Aux termes de ses dernières conclusions notifiées par voie électronique le 10 novembre 2022 auxquelles la cour renvoie pour plus ample exposé des prétentions et moyens en application de l'article 455 du code de procédure civile, la société Louisa Soxavi venant aux droits de la société Hôtel [Localité 7] Bordeaux demande à la cour de :

- déclarer M. [C] recevable, mais mal fondé en son appel ;

- l'en débouter ;

- la déclarer recevable et bien fondée en ses présentes écritures ;

à titre principal,

- constater l'absence de tout manquement de sa part dans l'exécution de son contrat de travail avec M. [C] ;

en conséquence,

- dire et juger M. [C] non fondé en sa demande de résiliation judiciaire de son contrat de travail aux torts de son employeur ;

- confirmer le jugement en ce qu'il a débouté M. [C] de sa demande de résiliation judiciaire de son contrat de travail aux torts de l'employeur ;

- débouter M. [C] de l'intégralité de ses demandes, fins et conclusions dirigées contre elle ;

subsidiairement,

- fixer le salaire mensuel brut à la somme de 1 495,47 euros ;

en conséquence,

- à tout le moins, dire que le montant de l'indemnité compensatrice de préavis et les congés payés afférents ne pourront excéder 2 990,94 euros et 299 euros ; que l'indemnité de licenciement ne pourra excéder 2 617 euros et que le montant des dommages et intérêts alloués à M. [C] ne pourra excéder l'équivalent de trois mois de salaires calculés sur la base d'un salaire mensuel brut de 1 495,47 euros, soit la somme de 4 486 euros ;

- dire et juger que M. [C] ne rapporte pas la preuve de faits laissant présumer l'existence d'une situation de harcèlement moral ;

- constater que les conditions légales cumulatives du harcèlement moral ne sont pas réunies;

- débouter M. [C] de sa demande de dommages et intérêts pour préjudice moral ;

- confirmer le jugement en ce qu'il a débouté M. [C] de l'ensemble de ses demandes, notamment de sa demande de dommages et intérêts pour préjudice moral ; de ses demandes de dommages et intérêts pour absence de prévention par l'employeur des faits de harcèlement correspondant à un mois de salaire et de dommages et intérêts au titre du harcèlement subi correspondant à cinq mois de salaire ;

en tout état de cause,

- débouter M. [C] de sa demande au titre de l'article 700 du code de procédure civile et de sa demande au titre des intérêts légaux ;

- dire que les intérêts légaux ne sauraient être dus que depuis la réception de la convocation du bureau de conciliation par l'employeur sur toutes les sommes à caractère de salaires ou accessoires de salaire, et uniquement à compter de la décision à intervenir qui est déclarative pour les sommes à caractère indemnitaire ;

statuant à nouveau,

- condamner M. [C] à lui payer la somme de 5 000 euros au titre de l'article 700 du code de procédure civile ainsi qu'aux dépens.
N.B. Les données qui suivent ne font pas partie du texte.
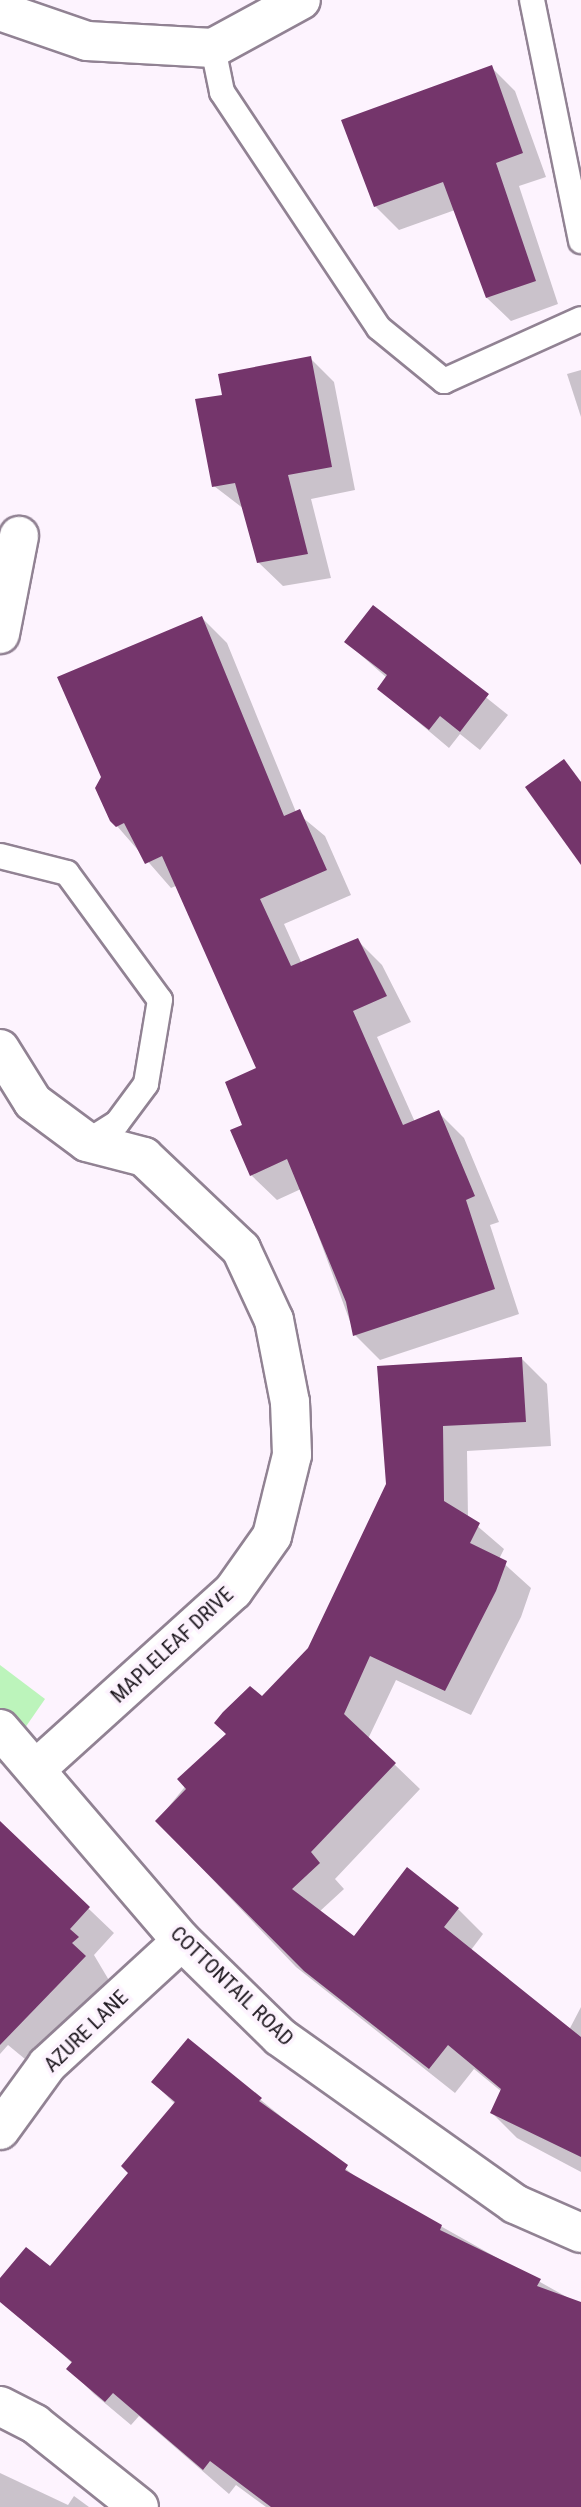 <!DOCTYPE html>
<html>
<head>
<meta charset="utf-8">
<style>
	body { margin:0 }
	#map { position:relative; width:581px; height:2507px; overflow:hidden; background:#fdf3fe; font-family:"Roboto Condensed",sans-serif }
	div>[style] { position:absolute }
	.green>* { inset:0; background:#bcf4bb }
	.shadow>* { inset:0; background:#0003 }
	.building>* { inset:0; background:#74356b }
	.roads { filter:drop-shadow(2px 0 #918293) drop-shadow(-2px 0 #918293) drop-shadow(0 2px #918293) drop-shadow(0 -2px #918293) }
	.lane>* { height:24px; margin:-12px; padding:0 12px; transform-origin:12px; border-radius:12px; background:#fff }
	.street>* { height:38px; margin:-19px; padding:0 19px; transform-origin:19px; border-radius:19px; background:#fff }
	span { translate:-50% -50%; white-space:nowrap; text-align:center; line-height:1.15; -webkit-text-stroke:7px #fdf3fe; paint-order:stroke }
	.street-label { font-size:21px; color:#1b151c }
</style>
</head>
<body>
<div id="map">
	<div class="green">
		<i style="clip-path:polygon(0 1665px,45px 1699px,0 1764px)"></i>
	</div>
	<div class="shadow">
		<i style="clip-path:polygon(491px 67px,515px 91px,546px 177px,519px 186px,558px 304px,511px 321px,487px 298px,455px 210px,399px 230px,375px 206px)"></i>
		<i style="clip-path:polygon(310px 358px,334px 382px,355px 490px,311px 499px,331px 578px,283px 586px,258px 562px,244px 509px,214px 486px,224px 396px)"></i>
		<i style="clip-path:polygon(581px 370px,581px 417px,567px 374px)"></i>
		<i style="clip-path:polygon(373px 607px,508px 715px,480px 750px,460px 734px,449px 748px,379px 689px,387px 678px,346px 642px)"></i>
		<i style="clip-path:polygon(202px 618px,227px 643px,296px 812px,325px 836px,351px 895px,284px 924px,302px 964px,357px 940px,382px 965px,411px 1022px,377px 1037px,415px 1122px,438px 1112px,464px 1138px,499px 1222px,490px 1225px,519px 1314px,380px 1360px,355px 1335px,301px 1189px,277px 1200px,251px 1175px,244px 1126px,259px 1069px,178px 885px,171px 888px,117px 826px)"></i>
		<i style="clip-path:polygon(522px 1359px,547px 1384px,551px 1446px,467px 1451px,468px 1518px,504px 1549px,499px 1559px,531px 1588px,521px 1617px,471px 1715px,396px 1680px,368px 1739px,420px 1789px,335px 1879px,344px 1889px,319px 1912px,355px 1938px,458px 1909px,483px 1934px,471px 1950px,569px 2030px,581px 2007px,581px 2172px,517px 2138px,492px 2113px,502px 2092px,474px 2069px,455px 2093px,296px 1967px,157px 1821px,228px 1734px,310px 1649px,388px 1484px,379px 1367px)"></i>
		<i style="clip-path:polygon(1px 1825px,114px 1933px,94px 1955px,110px 1982px,31px 2064px,8px 2045px,0 2054px)"></i>
		<i style="clip-path:polygon(188px 2041px,362px 2182px,581px 2305px,581px 2507px,266px 2507px,236px 2485px,229px 2494px,139px 2416px,131px 2425px,94px 2394px,69px 2369px,73px 2364px,0 2297px,0 2281px,50px 2269px,130px 2173px,175px 2104px,153px 2082px)"></i>
		<i style="clip-path:polygon(0 2473px,68px 2505px,74px 2496px,89px 2507px,0 2507px)"></i>
	</div>
	<div class="building">
		<i style="clip-path:polygon(492px 65px,523px 153px,496px 163px,536px 281px,486px 298px,443px 182px,374px 207px,341px 120px)"></i>
		<i style="clip-path:polygon(311px 356px,332px 467px,288px 475px,308px 554px,257px 563px,235px 483px,212px 487px,195px 399px,222px 395px,218px 374px)"></i>
		<i style="clip-path:polygon(373px 605px,489px 694px,460px 732px,440px 716px,429px 730px,377px 689px,387px 675px,344px 642px)"></i>
		<i style="clip-path:polygon(202px 616px,284px 816px,300px 809px,327px 870px,260px 899px,291px 966px,358px 938px,387px 996px,353px 1011px,403px 1125px,439px 1110px,475px 1196px,466px 1200px,495px 1289px,353px 1336px,346px 1302px,287px 1159px,250px 1176px,230px 1130px,242px 1125px,225px 1082px,256px 1068px,162px 856px,145px 864px,124px 823px,116px 827px,110px 821px,95px 788px,101px 777px,57px 677px)"></i>
		<i style="clip-path:polygon(564px 759px,581px 782px,581px 865px,525px 787px)"></i>
		<i style="clip-path:polygon(522px 1357px,526px 1422px,443px 1426px,444px 1501px,480px 1523px,470px 1543px,507px 1561px,496px 1591px,445px 1691px,370px 1656px,344px 1714px,396px 1763px,311px 1852px,320px 1863px,292px 1889px,354px 1936px,407px 1867px,459px 1908px,444px 1927px,581px 2037px,581px 2157px,490px 2113px,501px 2089px,448px 2045px,429px 2069px,304px 1971px,155px 1821px,186px 1789px,177px 1779px,226px 1734px,214px 1723px,223px 1712px,250px 1686px,262px 1696px,308px 1648px,386px 1484px,377px 1366px)"></i>
		<i style="clip-path:polygon(0 1821px,90px 1907px,70px 1929px,79px 1937px,72px 1943px,86px 1956px,0 2045px)"></i>
		<i style="clip-path:polygon(188px 2038px,262px 2098px,259px 2101px,348px 2165px,345px 2170px,442px 2225px,440px 2230px,541px 2279px,537px 2286px,581px 2302px,581px 2507px,271px 2507px,210px 2461px,203px 2470px,113px 2393px,105px 2402px,66px 2369px,72px 2362px,0 2302px,0 2278px,26px 2247px,50px 2266px,128px 2173px,121px 2166px,175px 2102px,151px 2082px)"></i>
	</div>
	<div class="roads">
		<div class="lane">
			<i style="left:532px;top:0;width:246px;rotate:78.5deg"></i>
			<i style="left:213px;top:48px;width:45px;rotate:78.4deg"></i>
			<i style="left:222px;top:92px;width:283px;rotate:56.4deg"></i>
			<i style="left:379px;top:328px;width:84px;rotate:39.2deg"></i>
			<i style="left:444px;top:381px;width:150px;rotate:-24.3deg"></i>
			<i style="left:0;top:856px;width:69px;rotate:14.2deg"></i>
			<i style="left:67px;top:873px;width:157px;rotate:53.8deg"></i>
			<i style="left:160px;top:1000px;width:85px;rotate:99.5deg"></i>
			<i style="left:146px;top:1084px;width:49px;rotate:126.6deg"></i>
			<i style="left:117px;top:1123px;width:36px;rotate:148deg"></i>
		</div>
		<div class="street">
			<i style="left:0;top:11px;width:92px;rotate:19deg"></i>
			<i style="left:87px;top:41px;width:126px;rotate:3.2deg"></i>
			<i style="left:213px;top:48px;width:100px;rotate:-28.6deg"></i>
			<i style="left:0;top:634px;width:100px;rotate:-79deg"></i>
			<i style="left:0;top:1049px;width:62px;rotate:58.1deg"></i>
			<i style="left:33px;top:1102px;width:67px;rotate:36.5deg"></i>
			<i style="left:87px;top:1142px;width:59px;rotate:14.7deg"></i>
			<i style="left:144px;top:1157px;width:134px;rotate:43.5deg"></i>
			<i style="left:241px;top:1249px;width:78px;rotate:65.1deg"></i>
			<i style="left:274px;top:1320px;width:84px;rotate:79deg"></i>
			<i style="left:290px;top:1402px;width:53px;rotate:87.8deg"></i>
			<i style="left:292px;top:1455px;width:83px;rotate:103.9deg"></i>
			<i style="left:272px;top:1536px;width:67px;rotate:125.3deg"></i>
			<i style="left:233px;top:1591px;width:263px;rotate:137.9deg"></i>
			<i style="left:0;top:1729px;width:279px;rotate:49.4deg"></i>
			<i style="left:182px;top:1941px;width:137px;rotate:44.4deg"></i>
			<i style="left:280px;top:2037px;width:288px;rotate:35.4deg"></i>
			<i style="left:515px;top:2204px;width:72px;rotate:23.7deg"></i>
			<i style="left:0;top:2130px;width:80px;rotate:-54.1deg"></i>
			<i style="left:47px;top:2065px;width:183px;rotate:-42.6deg"></i>
			<i style="left:0;top:2406px;width:39px;rotate:27deg"></i>
			<i style="left:35px;top:2424px;width:133px;rotate:38.6deg"></i>
		</div>
	</div>
	<div class="street-label">
		<span style="left:172px;top:1645px;rotate:-43deg">MAPLELEAF DRIVE</span>
		<span style="left:232px;top:1986px;rotate:44deg">COTTONTAIL ROAD</span>
		<span style="left:86px;top:2031px;rotate:-44deg">AZURE LANE</span>
	</div>
</div>
</body>
</html>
Aux termes de ses dernières conclusions notifiées par voie électronique le 28 novembre 2022 auxquelles la cour renvoie pour plus ample exposé des prétentions et moyens en application de l'article 455 du code de procédure civile, la société Babel Hôtels Belleville demande à la cour de :

à titre principal, in limine litis,

- juger que M. [C] disposait dès la première instance de tous les éléments nécessaires pour l'attraire dans la cause ;

- juger qu'il n'existe aucune circonstance révélée postérieurement au jugement ;

en conséquence,

- prononcer l'irrecevabilité de l'assignation en intervention forcée en cause d'appel qui lui a été signifiée à la demande de M. [C] le 12 avril 2022 et la mettre hors de cause ;

- déclarer, en conséquence, irrecevables l'ensemble des demandes de M. [C] à son encontre ;

à titre subsidiaire,

- confirmer le jugement en ce qu'il a débouté M. [C] de sa demande de résiliation judiciaire de son contrat de travail aux torts de l'employeur ;

- juger que la demande de contestation du licenciement est irrecevable et, en tout état de cause, prescrite ;

- confirmer le jugement en ce qu'il a débouté M. [C] de sa demande de dommages et intérêts pour préjudice moral, de sa demande de dommages et intérêts pour absence de prévention par l'employeur des faits de harcèlement, de sa demande de dommages et intérêts pour harcèlement moral ;

- débouter M. [C] de l'intégralité de ses demandes, fins et conclusions dirigées à son encontre ;

- condamner M. [C] et la société Louisa Soxavi à lui verser chacun la somme de 2 000 euros sur le fondement de l'article 700 du code de procédure civile ;

à titre infiniment subsidiaire, dans l'hypothèse où la cour infirmerait le jugement et entrerait en voie de condamnation :

- juger que la rupture du contrat de travail sera fixée au 7 février 2019, date de la notification du licenciement pour inaptitude de M. [C] ;

en conséquence,

- débouter M. [C] de sa demande au titre de l'indemnité compensatrice de préavis et de l'indemnité de licenciement déjà versées ;

- juger que M. [C] renonce à ses demandes de rappels de salaire, bulletins de salaire et astreinte à son encontre ;

- juger que le montant des dommages et intérêts pour résiliation judiciaire aux torts de l'employeur alloués à M. [C] ne pourrait excéder l'équivalent de trois mois de salaires ;

- juger que la demande de contestation du licenciement est irrecevable et, en tout état de cause, prescrite

et dans l'hypothèse d'une reconnaissance d'un licenciement sans cause réelle et sérieuse :

- juger que le montant des dommages et intérêts pour licenciement sans cause réelle et sérieuse alloués à M. [C] ne pourrait excéder l'équivalent de trois mois de salaires ;

- juger que, dans l'hypothèse d'une condamnation, la cour mettra à la seule charge de la société Louisa Soxavi venant aux droits de la société Hôtel [Localité 7] Bordeaux les condamnations entreprises ;

- laisser à la charge de M. [C] les dépens de l'instance.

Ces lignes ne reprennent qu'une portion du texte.